Lottery winner was left penniless after football club fraud, court told
A LOTTERY winner was left jobless and penniless after he lost about £4 million through investing in Livingston Football Club, a fraud trial heard yesterday.
Football-lover John McGuinness, 45, had lived his dream of being heavily involved in a club, and the West Lothian team initially enjoyed remarkable success, rising through the divisions and playing the likes of Manchester United in glamorous friendlies. But ultimately things went sour, a court heard.
Mr McGuinness said he had agreed to be liable for a bank loan, but only after seeing the signature of his friend, the multi-millionaire Willie Haughey, on the paperwork.
He told a jury at the High Court in Edinburgh he would never have agreed had he suspected that the signature was a forgery. "I just wanted to help the club … I thought, if things go wrong, it is not just me," he said.

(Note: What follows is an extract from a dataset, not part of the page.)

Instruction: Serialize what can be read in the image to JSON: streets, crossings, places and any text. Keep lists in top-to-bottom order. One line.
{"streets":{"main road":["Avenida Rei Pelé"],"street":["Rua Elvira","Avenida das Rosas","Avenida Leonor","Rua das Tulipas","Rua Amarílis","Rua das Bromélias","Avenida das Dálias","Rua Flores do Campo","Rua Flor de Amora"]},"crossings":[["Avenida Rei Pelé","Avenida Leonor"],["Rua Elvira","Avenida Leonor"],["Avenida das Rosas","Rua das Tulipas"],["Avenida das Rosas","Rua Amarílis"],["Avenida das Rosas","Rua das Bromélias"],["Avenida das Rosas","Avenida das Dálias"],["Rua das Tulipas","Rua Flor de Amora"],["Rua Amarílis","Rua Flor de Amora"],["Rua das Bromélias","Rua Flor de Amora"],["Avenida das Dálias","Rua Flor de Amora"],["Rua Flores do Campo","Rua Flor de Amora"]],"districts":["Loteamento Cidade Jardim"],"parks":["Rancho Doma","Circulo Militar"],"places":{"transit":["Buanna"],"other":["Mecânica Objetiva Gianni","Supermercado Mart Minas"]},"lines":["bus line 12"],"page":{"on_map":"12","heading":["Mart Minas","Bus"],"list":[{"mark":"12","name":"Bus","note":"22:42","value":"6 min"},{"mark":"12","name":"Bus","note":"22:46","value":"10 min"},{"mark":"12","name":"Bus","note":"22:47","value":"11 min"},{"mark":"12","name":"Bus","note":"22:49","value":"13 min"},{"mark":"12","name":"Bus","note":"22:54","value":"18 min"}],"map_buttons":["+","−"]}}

Livingston's former chairman, Dominic Keane, 54, denies duping Mr McGuinness, who was a director at the club, as part of a scheme to obtain money from the Royal Bank of Scotland. It is alleged that he fraudulently obtained facilities worth 2.3 million and that, as a result, Mr McGuinness and Mr Haughey were exposed to court action to recover the debt.
Mr McGuinness scooped 10 million on the lottery in 1996 while working as a nurse. He gave up his job and lived off the interest from his win. He had an interest in football, and followed Celtic, where both Keane and Mr Haughey had been directors.

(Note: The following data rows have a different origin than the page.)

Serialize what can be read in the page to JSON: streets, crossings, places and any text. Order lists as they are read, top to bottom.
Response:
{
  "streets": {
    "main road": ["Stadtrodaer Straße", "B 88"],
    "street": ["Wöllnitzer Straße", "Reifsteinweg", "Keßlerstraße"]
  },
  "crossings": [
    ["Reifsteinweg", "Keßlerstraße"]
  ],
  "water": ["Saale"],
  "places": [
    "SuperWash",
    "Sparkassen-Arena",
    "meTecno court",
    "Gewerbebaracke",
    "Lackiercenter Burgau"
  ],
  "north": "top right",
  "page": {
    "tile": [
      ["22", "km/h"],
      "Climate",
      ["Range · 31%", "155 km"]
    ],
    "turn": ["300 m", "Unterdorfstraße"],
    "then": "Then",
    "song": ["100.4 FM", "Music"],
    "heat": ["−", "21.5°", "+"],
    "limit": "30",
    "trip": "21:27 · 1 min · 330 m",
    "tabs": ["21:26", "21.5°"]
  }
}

He looked at buying a club, and considered Motherwell and Hamilton before finally deciding on Livingston in 1998.
By that stage, he had met the other two men and had agreed to invest 600,000 in a pub chain with which they were associated. The Livingston purchase was for 1, but involved taking on the club's debts.
Mr McGuinness said he was to be the investor, Keane would run the club day to day, and Mr Haughey would act in a supervisory capacity.
Their shared ambition was to turn Livingston into a Scottish Premier League club, for which a 10,000 capacity stadium was required. A new stand was constructed and, within only a few years, they had reached SPL status, and enjoyed playing friendlies against Manchester United, Newcastle and other English and foreign clubs.
In 2001, he signed documents relating to a loan that had been taken out earlier to fund the building of a new stand. He had put up bonds as security to obtain the loan, and had agreed to become liable with Keane and Mr Haughey for repaying it.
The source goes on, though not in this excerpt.